Kroos, Modric and Casemiro are three players cut from the same classic cloth, who would have been great players in any era of the game. The Brazilian for his ability to win possession, his simple, risk-free follow-up pass and his support for the central defenders. He is also an aerial threat at the other end. At his side, in those positions that we used to describe as the 8 and 10 channels (when numbers defined a player’s function), two timeless interior midfielders with a scientific approach, depth, accurate passing and a decent shot from outside the area. Modric is the more exquisite of the two, an artist who isn’t reluctant to roll up his sleeves. Kroos is more restrained in style but with the added bonus of his precision from dead ball situations. The three are, crucially, constant.

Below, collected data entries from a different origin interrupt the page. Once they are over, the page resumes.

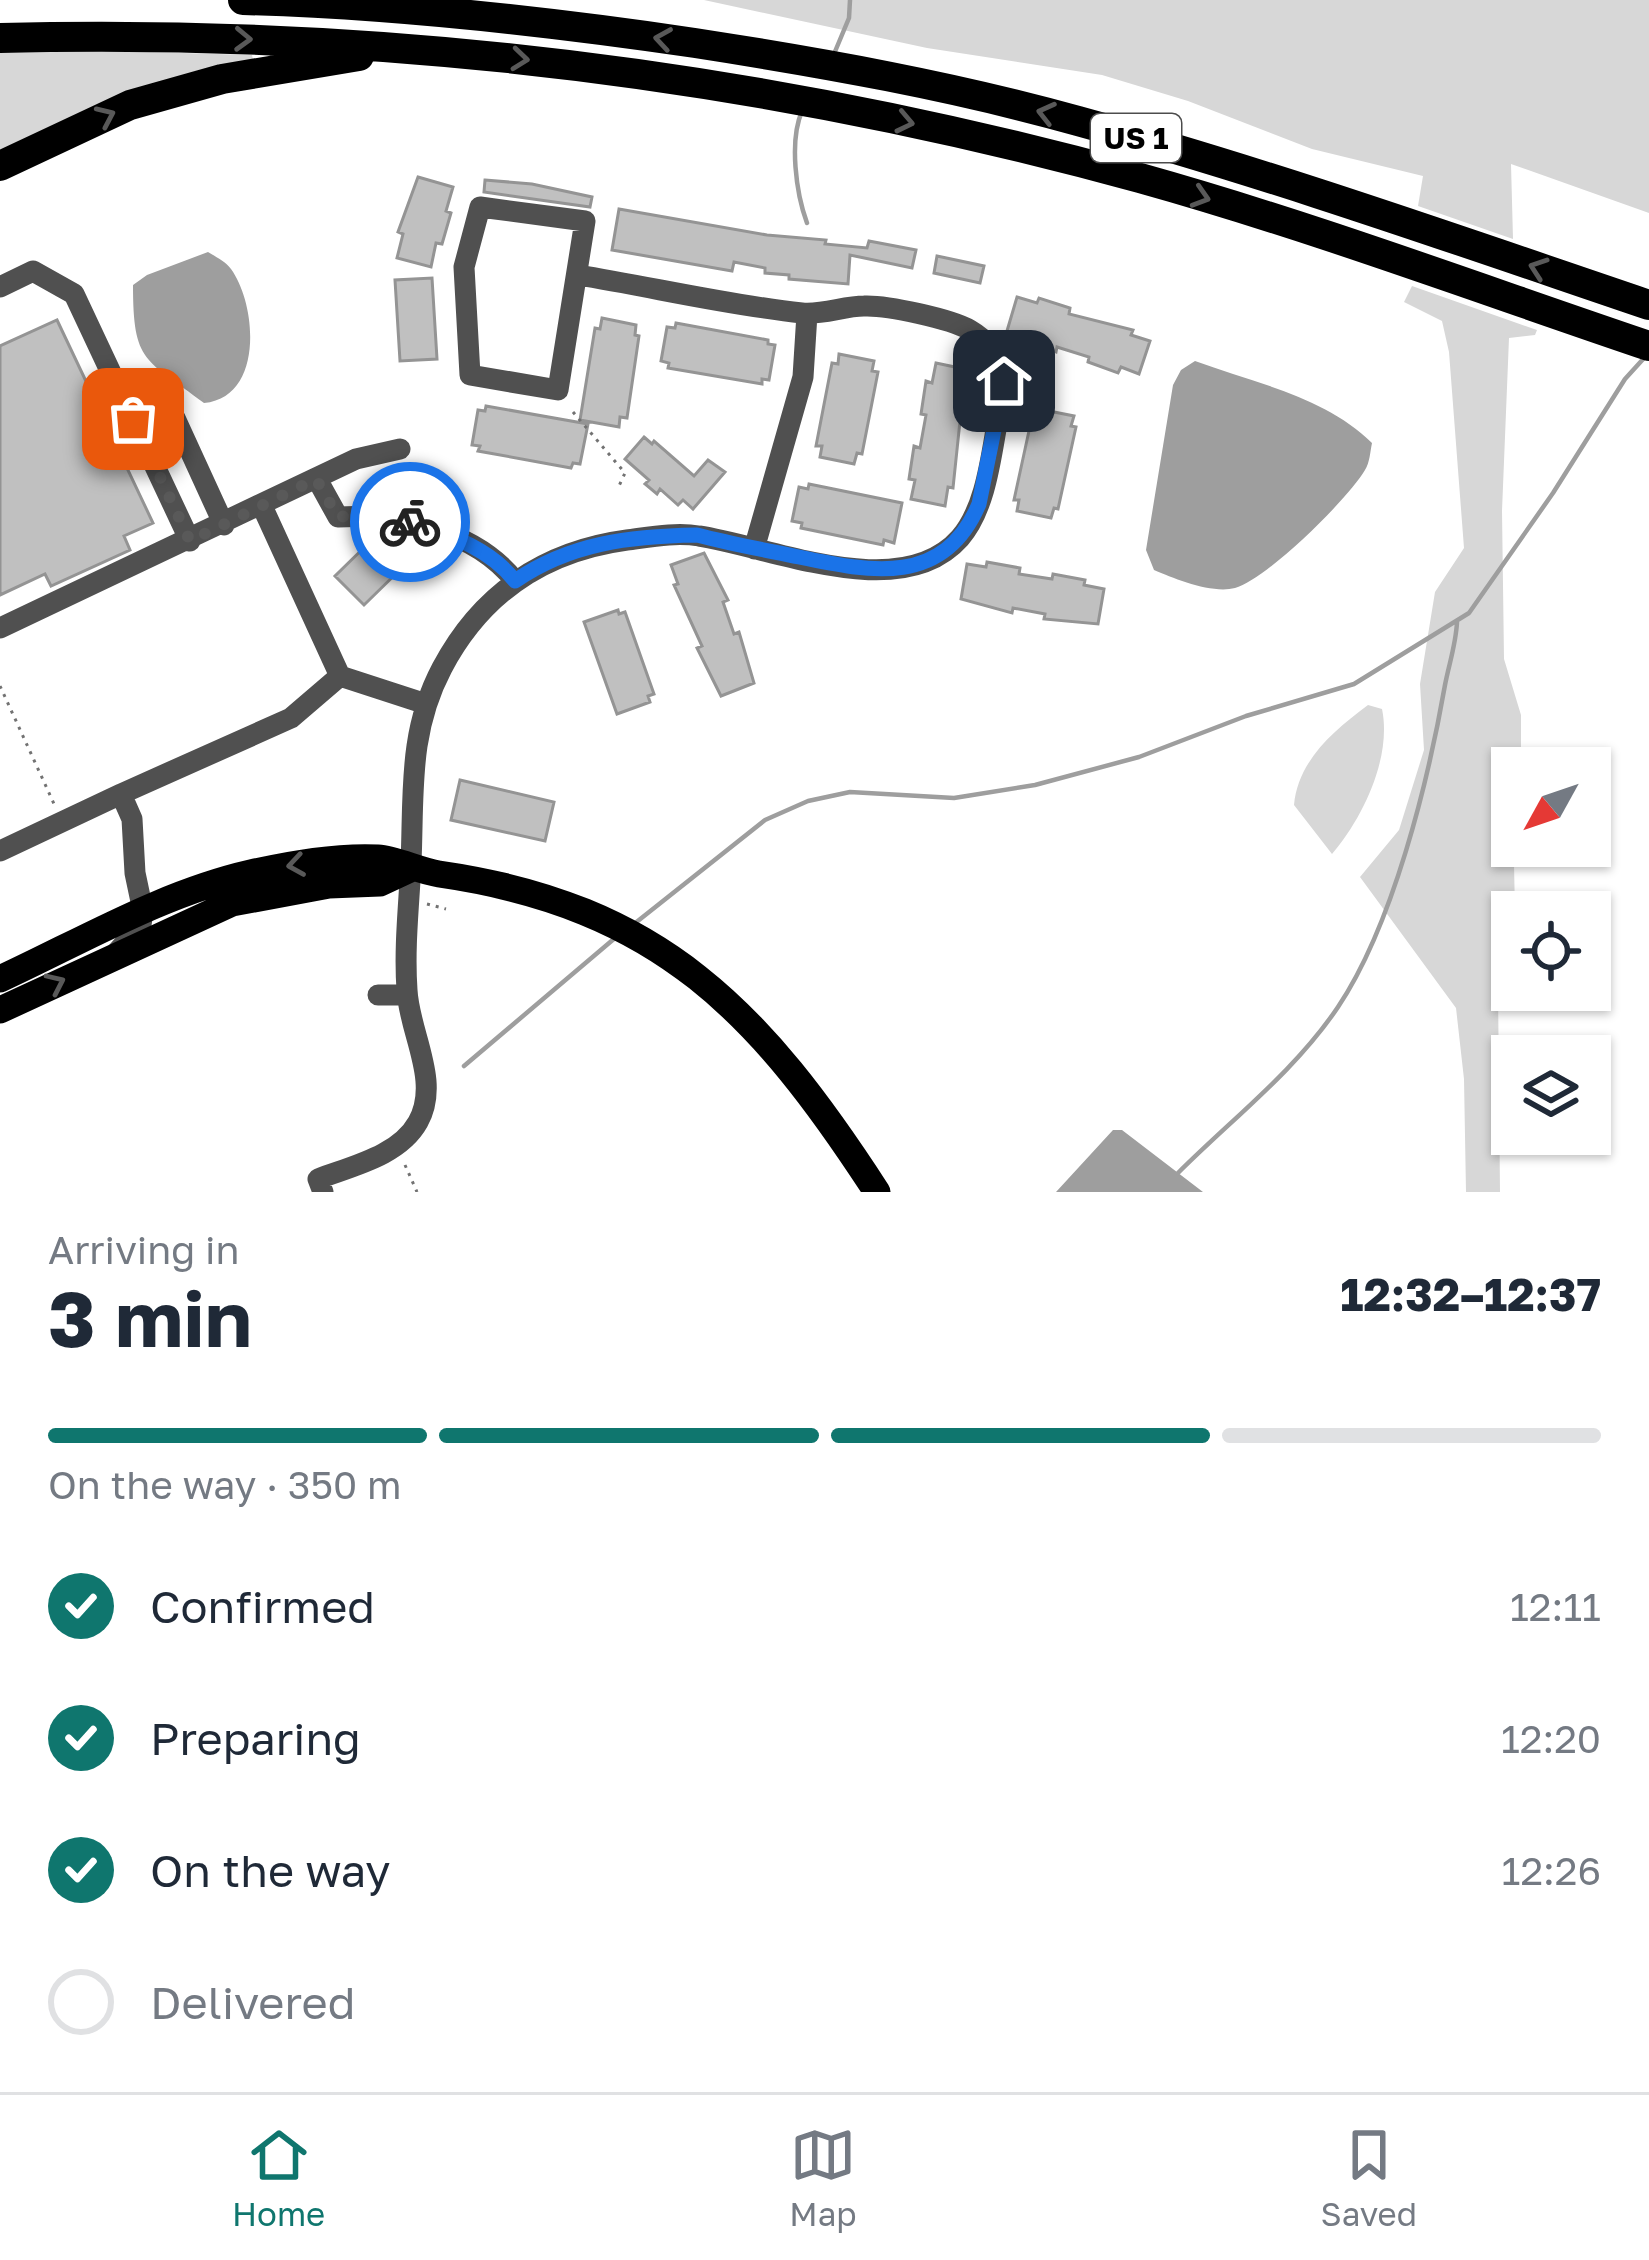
<!DOCTYPE html>
<meta charset="utf-8">
<style>
:root{--surface:#fff;--page:#f6f6f7;--text:#1f2937;--muted:#747a83;--line:#e0e1e3;--accent:#0f766e}
body{margin:0;font-family:"Golos Text",sans-serif;background:var(--page);color:var(--text);height:100vh;display:flex;flex-direction:column;font-size:45px;white-space:nowrap}
*{box-sizing:border-box;margin:0}
p{font-size:39px;color:var(--muted)}
.icon{flex:none;width:66px;height:66px;fill:none;stroke:currentColor;stroke-width:2;stroke-linecap:round;stroke-linejoin:round}
.map{position:relative;height:1192px;overflow:hidden}
.sheet{display:flex;flex-direction:column;background:var(--surface);flex:1}
.sheet>*{flex:none}
.needle{width:78px;rotate:230deg}
.controls{position:absolute;left:1491px;top:747px;display:grid;gap:24px}
.controls a{display:grid;place-items:center;width:120px;height:120px;border-radius:0px;background:var(--surface);box-shadow:0 3px 9px #0004;font-size:60px}
.pin{position:absolute;display:grid;place-items:center;width:102px;height:102px;color:#fff;margin:-51px;border-radius:24px;box-shadow:0 6px 18px #0006}
.courier{position:absolute;display:grid;place-items:center;width:120px;height:120px;margin:-60px;border:9px solid #1a73e8;border-radius:50%;background:#fff;color:#222;box-shadow:0 3px 15px #0007}
.headline em{font-style:normal;font-weight:700}
.headline div{display:flex;flex-direction:column-reverse}
.headline{display:flex;align-items:center;justify-content:space-between;height:204px;padding:0 48px}
h1{font-size:78px;font-weight:700;line-height:90px}
.bar{display:grid;grid-template-columns:repeat(4,1fr);gap:18px 12px;align-content:center;height:144px;padding:0 48px}
.bar i{height:15px;border-radius:9px;background:var(--line)}
.bar .selected{background:var(--accent)}
.bar p{grid-column:span 4}
ol{padding:0 48px;list-style:none}
li{display:flex;align-items:center;gap:36px;height:132px}
li p{margin-inline-start:auto}
li .icon{padding:12px;border-radius:50%;background:var(--accent);color:#fff;stroke-width:4}
li:last-child{color:var(--muted)}
li i{width:66px;height:66px;border:6px solid var(--line);border-radius:50%}
.dock{display:flex;justify-content:space-around;align-items:center;height:168px;border-top:3px solid var(--line);background:var(--surface);font-size:33px;color:var(--muted)}
.dock a{display:grid;justify-items:center;gap:6px}
.dock .selected{color:var(--accent)}
.map>svg:first-child{display:block}
.green{fill:#d7d7d7}
.water{fill:#9e9e9e}
.lines{fill:none;stroke-linecap:round;stroke-linejoin:round}
.stream{stroke:#9e9e9e;stroke-width:4.5}
.building{fill:#c0c0c0;stroke:#949494;stroke-width:3}
.path{stroke:#727272;stroke-width:3;stroke-dasharray:3 6;stroke-linecap:butt}
.minor{stroke:#505050;stroke-width:21}
.major{stroke:#000;stroke-width:27}
.highway{stroke:#000;stroke-width:30}
.oneway{stroke:#595959}
.done{stroke:#595959;stroke-width:12;stroke-dasharray:0 21.6}
.route{stroke:#1a73e8;stroke-width:15}
.labels{text-anchor:middle;dominant-baseline:central;stroke-width:12;stroke-linejoin:round;paint-order:stroke}
.shield{fill:#fff;stroke:#4c4c4c;stroke-width:3}
.shield-label{font-size:30px;font-weight:bold;fill:#000}
</style>
<div class="map">
<svg width="1649" height="1192" viewBox="0 0 1649 1192">
<rect width="100%" height="100%" fill="#fff"/>
<path class="green" d="M704,0H1649V213L1511,164L1513,239L1418,206L1423,176L1312,149L1188,101L1102,75L927,48Z
M114,51L252,55L254,64L0,155V53Z
M1412,286L1537,330L1535,335L1509,338L1502,511L1504,659L1521,715V768H1512L1515,912L1512,957L1498,988L1500,1192H1466L1464,1079L1456,1008L1360,877L1399,830L1424,750L1420,684L1435,592L1464,548L1449,352L1442,321L1404,302Z
M1368,705L1382,709C1392,757 1363,818 1332,854L1294,805C1298,761 1333,731 1368,705Z"/>
<path class="water" d="M208,252C216,257 225,261 231,269C257,305 264,397 204,403C145,358 133,364 133,285L147,275Z
M1195,361C1255,383 1326,397 1372,443C1370,452 1370,462 1365,470C1348,499 1267,579 1235,588C1212,594 1175,579 1154,570L1146,550L1173,385L1181,370Z
M1113,1130H1122L1203,1192H1056Z"/>
<g class="lines">
<path class="stream" d="M834,54L849,18L850,0
M802,111C789,141 796,193 807,223
M634,924L765,820L808,801L850,792L954,798L1035,785L1139,757L1246,716L1354,684L1469,613L1553,493L1625,379L1645,357
M464,1066L615,938
M1178,1173C1232,1119 1295,1071 1338,1007C1393,925 1428,782 1445,685C1449,664 1456,644 1457,622"/>
</g>
<path class="building" d="M418,177L453,187L446,211L451,213L442,244L436,243L431,267L397,258L403,234L398,232Z
M485,180L532,184L592,197L590,207L484,192Z
M619,209L767,235L826,240L825,244L867,248L869,241L916,250L912,268L850,255L848,284L789,279V275L765,273V268L734,262L732,271L612,250Z
M937,256L984,266L980,283L934,273Z
M432,278L437,359L400,361L395,280Z
M1017,297L1037,303L1039,298L1070,308L1069,314L1133,330L1131,335L1150,341L1139,374L1121,367L1118,373L1088,362L1089,357L1057,347L1056,352L1007,331Z
M602,318L636,325L635,335L639,336L627,418L620,417L619,427L580,420L595,328L600,329Z
M57,320L153,523L124,536L130,550L51,586L45,574L0,595V346Z
M676,323L768,340V344L775,345L769,380L762,379V384L668,368L669,363L661,361L667,327L675,328Z
M839,354L874,361L872,371L878,372L862,454L857,453L854,464L820,457L822,446H816L832,363L838,364Z
M936,363L969,370L966,388L971,389L965,422L960,421L953,488L948,487L945,506L911,499L915,480L909,479L914,446L920,448L926,415L921,414L926,381L932,383Z
M486,406L588,424L580,464L573,463L571,468L478,451L480,446L472,445L478,410L485,411Z
M1039,409L1074,416L1071,426L1076,427L1058,509L1054,508L1051,518L1017,511L1019,500H1014L1032,417L1037,419Z
M644,437L652,444L654,441L694,476L708,460L725,472L693,509L683,500L678,505L660,489L657,494L645,484L649,480L625,459Z
M809,484L902,503L894,543L884,540L883,545L801,528L802,523L792,521L799,487L808,489Z
M379,533L389,534L412,558L364,605L335,576Z
M704,553L728,600L723,602L734,634L739,632L754,683L721,696L697,648L702,646L674,585L678,584L671,565Z
M987,562L1020,568L1019,574L1052,579L1053,574L1085,580L1084,585L1104,589L1098,624L1044,619L1045,614L1013,608L1012,613L961,599L967,564L986,567Z
M618,610L619,614L625,612L654,694L648,696L650,702L617,714L584,622Z
M460,780L554,802L545,841L451,820Z"/>
<g class="lines">
<path class="path" d="M573,412L625,473L619,486
M0,686L55,806
M427,904L446,909
M405,1165L417,1192"/>
<path class="minor" d="M480,207L585,221L558,390L470,375L464,267Z
M0,287L33,271L74,294L190,541
M116,383L156,402L175,418L224,525
M317,479L338,517C398,513 476,531 515,581
M262,506L340,676L423,703
M754,549L803,377L807,314
M0,628L356,459L400,449
M121,794L291,718L340,676
M0,851L121,794L132,819L135,873L143,911L141,925L117,952
M378,995H407
M323,1192L318,1179C352,1166 399,1156 418,1122C441,1081 409,1033 407,990C404,947 409,905 411,863C414,793 408,732 442,668C481,594 544,551 627,540C650,537 676,532 699,536C772,547 901,605 960,538C986,508 991,456 998,418C1004,383 1006,351 970,330C951,319 887,305 864,306C844,306 823,315 802,313C727,305 652,287 578,275"/>
<path class="major" d="M0,979C82,941 163,893 251,873C292,864 336,856 378,858C396,859 419,871 439,874C661,906 760,1012 877,1192
M0,1010L232,903L329,885L380,883L410,869"/>
<path class="highway" d="M243,0C395,4 545,21 695,43C824,63 953,86 1078,121C1271,174 1460,241 1649,305
M0,38C385,28 769,76 1140,178C1312,226 1480,289 1649,346
M0,166L130,105L222,79L359,56"/>
</g>
<defs><path id="oneway-chevron" d="M-2-3.5L2.5 0L-2 3.5" fill="none" stroke-width="1.6" stroke-linecap="round" stroke-linejoin="round" transform="scale(3)"/></defs>
<g class="oneway">
<use href="#oneway-chevron" transform="translate(243 39) rotate(2)"/>
<use href="#oneway-chevron" transform="translate(663 39) rotate(-171)"/>
<use href="#oneway-chevron" transform="translate(520 59) rotate(6)"/>
<use href="#oneway-chevron" transform="translate(1046 113) rotate(-166)"/>
<use href="#oneway-chevron" transform="translate(106 116) rotate(-24)"/>
<use href="#oneway-chevron" transform="translate(905 122) rotate(12)"/>
<use href="#oneway-chevron" transform="translate(1201 197) rotate(17)"/>
<use href="#oneway-chevron" transform="translate(1538 268) rotate(-161)"/>
<use href="#oneway-chevron" transform="translate(296 865) rotate(171)"/>
<use href="#oneway-chevron" transform="translate(56 983) rotate(-25)"/>
</g>
<g class="lines">
<path class="done" d="M133,419L190,541L316,479L338,517L371,514L410,522"/>
<path class="route" d="M410,522C448,535 489,547 515,581C570,543 631,536 697,535C731,544 765,550 799,557C871,572 944,587 979,504L1004,381"/>
</g>
<g class="labels">
<rect class="shield" x="1091" y="114" width="90" height="48" rx="9"/>
<g class="shield-label">
<text x="1136" y="138">US 1</text>
</g>
</g>
</svg>
<div class="controls">
<a><svg class="needle" viewBox="-14 -14 28 28"><path d="M0-13l5 13h-10z" fill="#e53935"/><path d="M0 13l5-13h-10z" fill="#747a83"/></svg></a>
<a><svg class="icon" aria-label="locate" viewBox="0 0 24 24"><circle cx="12" cy="12" r="6"/><path d="M12 2v4M12 18v4M2 12h4M18 12h4"/></svg></a>
<a><svg class="icon" aria-label="layers" viewBox="0 0 24 24"><path d="M12 4l9 5-9 5-9-5zM3 14l9 5 9-5"/></svg></a>
</div>
<div class="pin" style="left:133px;top:419px;background:#ea580c"><svg class="icon" aria-label="bag" viewBox="0 0 24 24"><path d="M5 8h14l-1 12H6zM9 8a3 3 0 0 1 6 0"/></svg></div>
<div class="pin" style="left:1004px;top:381px;background:#1f2937"><svg class="icon" aria-label="home" viewBox="0 0 24 24"><path d="M3 11l9-7 9 7M6 9v11h12V9"/></svg></div>
<div class="courier" style="left:410px;top:522px"><svg class="icon" aria-label="bike" viewBox="0 0 24 24"><circle cx="6" cy="16" r="4"/><circle cx="18" cy="16" r="4"/><path d="M6 16l4-8h5l3 8M10 8l3 8H6M13 5h3"/></svg></div>
</div>
<section class="sheet">
<div class="headline"><div><h1>3 min</h1><p>Arriving in</p></div><em>12:32–12:37</em></div>
<div class="bar"><i class="selected"></i><i class="selected"></i><i class="selected"></i><i></i><p>On the way · 350 m</p></div>
<ol>
<li><svg class="icon" aria-label="check" viewBox="0 0 24 24"><path d="M5 12l5 5 9-10"/></svg>Confirmed<p>12:11</p></li>
<li><svg class="icon" aria-label="check" viewBox="0 0 24 24"><path d="M5 12l5 5 9-10"/></svg>Preparing<p>12:20</p></li>
<li><svg class="icon" aria-label="check" viewBox="0 0 24 24"><path d="M5 12l5 5 9-10"/></svg>On the way<p>12:26</p></li>
<li><i></i>Delivered</li>
</ol>
</section>
<nav class="dock">
<a class="selected"><svg class="icon" aria-label="home" viewBox="0 0 24 24"><path d="M3 11l9-7 9 7M6 9v11h12V9"/></svg>Home</a>
<a><svg class="icon" aria-label="map" viewBox="0 0 24 24"><path d="M3 6l6-2 6 2 6-2v14l-6 2-6-2-6 2zM9 4v14M15 6v14"/></svg>Map</a>
<a><svg class="icon" aria-label="saved" viewBox="0 0 24 24"><path d="M7 4h10v16l-5-4-5 4z"/></svg>Saved</a>
</nav>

Valverde Real Madrid's safety net
Someone reminded me at the weekend to what extent the Barcelona triumvirate of Xavi-Busquets-Iniesta controlled games during their pomp. Real Madrid’s current midfield exercise a similar control, Kroos, Modric and Casemiro like that Barça central line players who would have graced any period and any pitch. That said, even the greats need a rest. At the moment Real Madrid have a safety net, Fede Valverde, a player with touch and positional awareness that allows him to occupy any one of the three midfield positions but the Uruguay international is currently injured. Martin Odegaard doesn’t yet exude the same sense of assurance and has looked tight when he has played, perhaps carrying an injury that has not fully healed. Isco has disappeared, or at least Zidane has ceased to consider him a viable alternative. Modric, Kroos and Casemiro have plenty of work ahead of them still.